As Armitage stated, you're really not losing any energy due to friction with the surface of the road... there may be a very slight amount of slippage, but I highly doubt it's even close to significant.
HOWEVER, do lose energy to "friction", caused by the constant deformation of the tires so that the "patch" of the tire is flat against the surface of the road. The lower the pressure of the tires, the larger the patch is going to be. Also, them more the car weighs, the larger the patch is going to be. Thus, if the tire pressure remains constant, adding mass to the car is going to increase the rolling resistance, and thus decrease fuel economy.
Perhaps what your friend is thinking about is that with a given shape of vehicle, the force of air resistance is going to be the same, regardless of the mass of the car. However, using F=ma, the higher the mass, the lower the acceleration. Thus, a heavier vehicle won't lose speed as quickly due to air resistance. To understand this better, drop two identically sized balls - one lead, and one styrofoam. Notice that the styrofoam ball takes longer to get to the ground. However, if both were dropped in the absence of air, they'd both hit the ground at the exact same time.
So, this seems like heavier would be better.
However, because KE = 1/2 m v^2, and conservation of energy,
having a heavier car is going to require more energy to get up to a certain speed.
Since the air resistance is a force acting in the opposite direction of the motion of the car, the engine needs to provide a force (via the road/tire interface) equal in magnitude to the wind resistance to maintain a constant speed (net force = 0)
Both act on the car over the same distance, so using work = force * distance,
the amount of work the engine does has to be equal to the amount of work done to the car by the air resistance (= force * distance), else, the car will slow down. Therefore, regardless of the mass of the car, if the shape is identical, the work done against air resistance is the same.

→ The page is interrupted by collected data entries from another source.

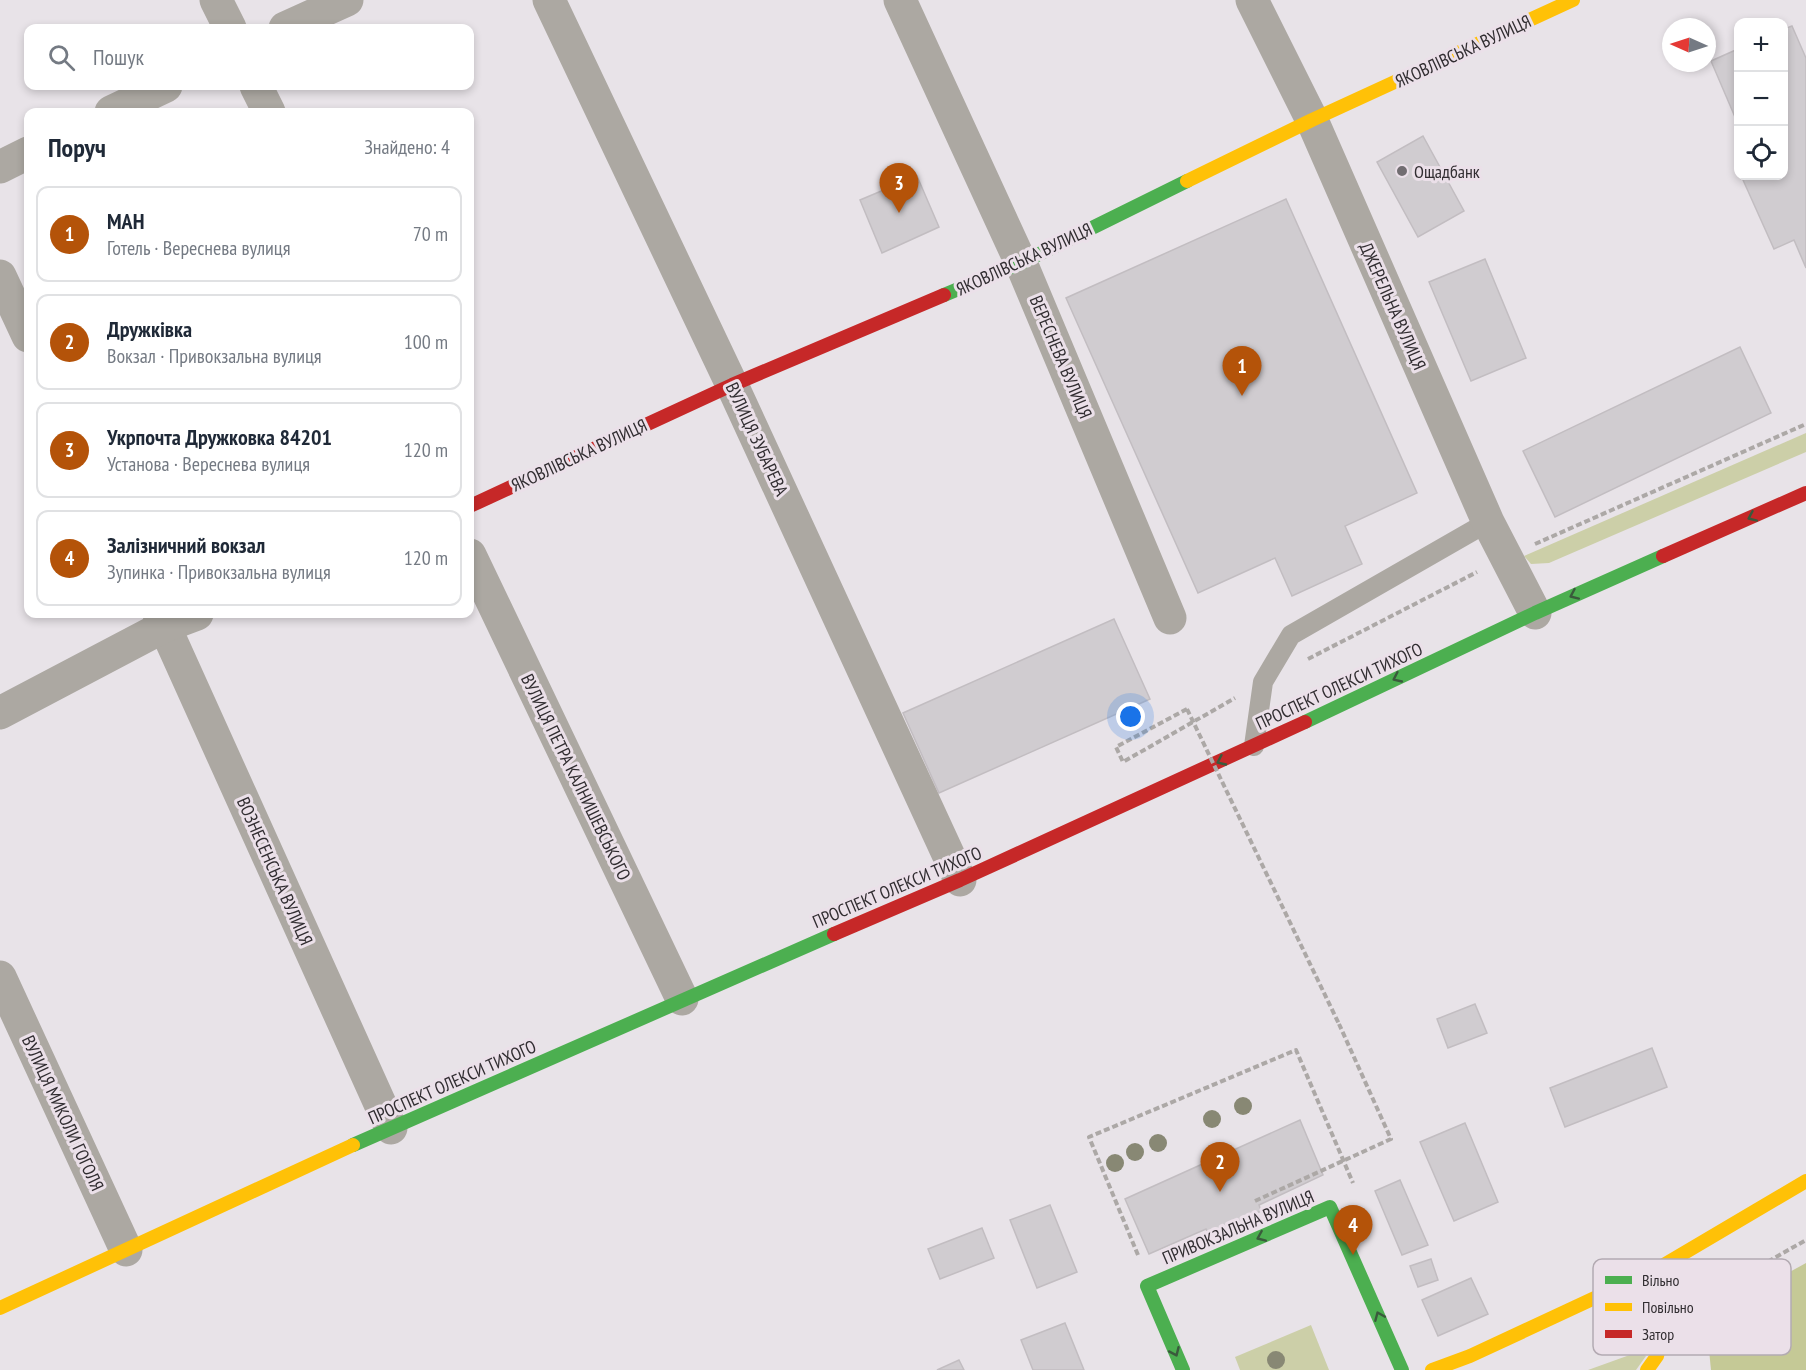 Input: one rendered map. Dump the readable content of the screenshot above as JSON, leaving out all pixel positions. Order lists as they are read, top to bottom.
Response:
{
  "streets": {
    "street": [
      "ЯКОВЛІВСЬКА ВУЛИЦЯ",
      "ДЖЕРЕЛЬНА ВУЛИЦЯ",
      "ВЕРЕСНЕВА ВУЛИЦЯ",
      "ВУЛИЦЯ ЗУБАРЕВА",
      "ПРОСПЕКТ ОЛЕКСИ ТИХОГО",
      "ВУЛИЦЯ ПЕТРА КАЛНИШЕВСЬКОГО",
      "ВОЗНЕСЕНСЬКА ВУЛИЦЯ",
      "ВУЛИЦЯ МИКОЛИ ГОГОЛЯ",
      "ПРИВОКЗАЛЬНА ВУЛИЦЯ"
    ]
  },
  "crossings": [
    ["ЯКОВЛІВСЬКА ВУЛИЦЯ", "ДЖЕРЕЛЬНА ВУЛИЦЯ"],
    ["ЯКОВЛІВСЬКА ВУЛИЦЯ", "ВЕРЕСНЕВА ВУЛИЦЯ"],
    ["ЯКОВЛІВСЬКА ВУЛИЦЯ", "ВУЛИЦЯ ЗУБАРЕВА"],
    ["ДЖЕРЕЛЬНА ВУЛИЦЯ", "ПРОСПЕКТ ОЛЕКСИ ТИХОГО"],
    ["ВУЛИЦЯ ЗУБАРЕВА", "ПРОСПЕКТ ОЛЕКСИ ТИХОГО"],
    ["ПРОСПЕКТ ОЛЕКСИ ТИХОГО", "ВУЛИЦЯ ПЕТРА КАЛНИШЕВСЬКОГО"],
    ["ПРОСПЕКТ ОЛЕКСИ ТИХОГО", "ВОЗНЕСЕНСЬКА ВУЛИЦЯ"],
    ["ПРОСПЕКТ ОЛЕКСИ ТИХОГО", "ВУЛИЦЯ МИКОЛИ ГОГОЛЯ"]
  ],
  "one_way": ["ПРОСПЕКТ ОЛЕКСИ ТИХОГО"],
  "places": ["Ощадбанк"],
  "legend": ["Вільно", "Повільно", "Затор"],
  "north": "left",
  "page": {
    "map_buttons": ["+", "−"],
    "search": "Пошук",
    "heading": ["Поруч", "Знайдено: 4"],
    "pins": [
      "3",
      "1",
      "2",
      "4"
    ],
    "list": [
      {
        "mark": "1",
        "name": "МАН",
        "note": "Готель · Вереснева вулиця",
        "value": "70 m"
      },
      {
        "mark": "2",
        "name": "Дружківка",
        "note": "Вокзал · Привокзальна вулиця",
        "value": "100 m"
      },
      {
        "mark": "3",
        "name": "Укрпочта Дружковка 84201",
        "note": "Установа · Вереснева вулиця",
        "value": "120 m"
      },
      {
        "mark": "4",
        "name": "Залізничний вокзал",
        "note": "Зупинка · Привокзальна вулиця",
        "value": "120 m"
      }
    ]
  }
}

So, the heavier car will use more energy because of increased tire deformation.
This also points to why it is so important to watch your tire inflation pressures on a regular basis... properly inflated tires can make a tremendous impact on miles per gallon; far more of a difference than typical weight differences may cause.

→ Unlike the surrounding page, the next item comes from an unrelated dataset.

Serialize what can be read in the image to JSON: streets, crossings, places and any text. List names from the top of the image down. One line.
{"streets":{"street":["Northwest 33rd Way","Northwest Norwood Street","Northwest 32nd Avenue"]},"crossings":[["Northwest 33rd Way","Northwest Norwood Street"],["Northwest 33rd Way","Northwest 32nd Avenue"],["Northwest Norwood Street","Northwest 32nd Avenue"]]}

Want to check this hypothesis? It's pretty simple to do. Road trip! Travel 200 miles to a distant Home Depot or Lowes or some such place. Carefully measure mpg on the trip. Purchase 10-15 80 pound bags of concrete. Drive back home, avoid pot holes! Carefully measure mpg on the return trip. Even if you have a head wind on the way out, and a tail wind on the way back, I don't think it'll make that much of a difference compared to the difference caused by the weight difference. But, then again, you can even try to account for this in your experiment by returning the concrete to HD, then driving back home again.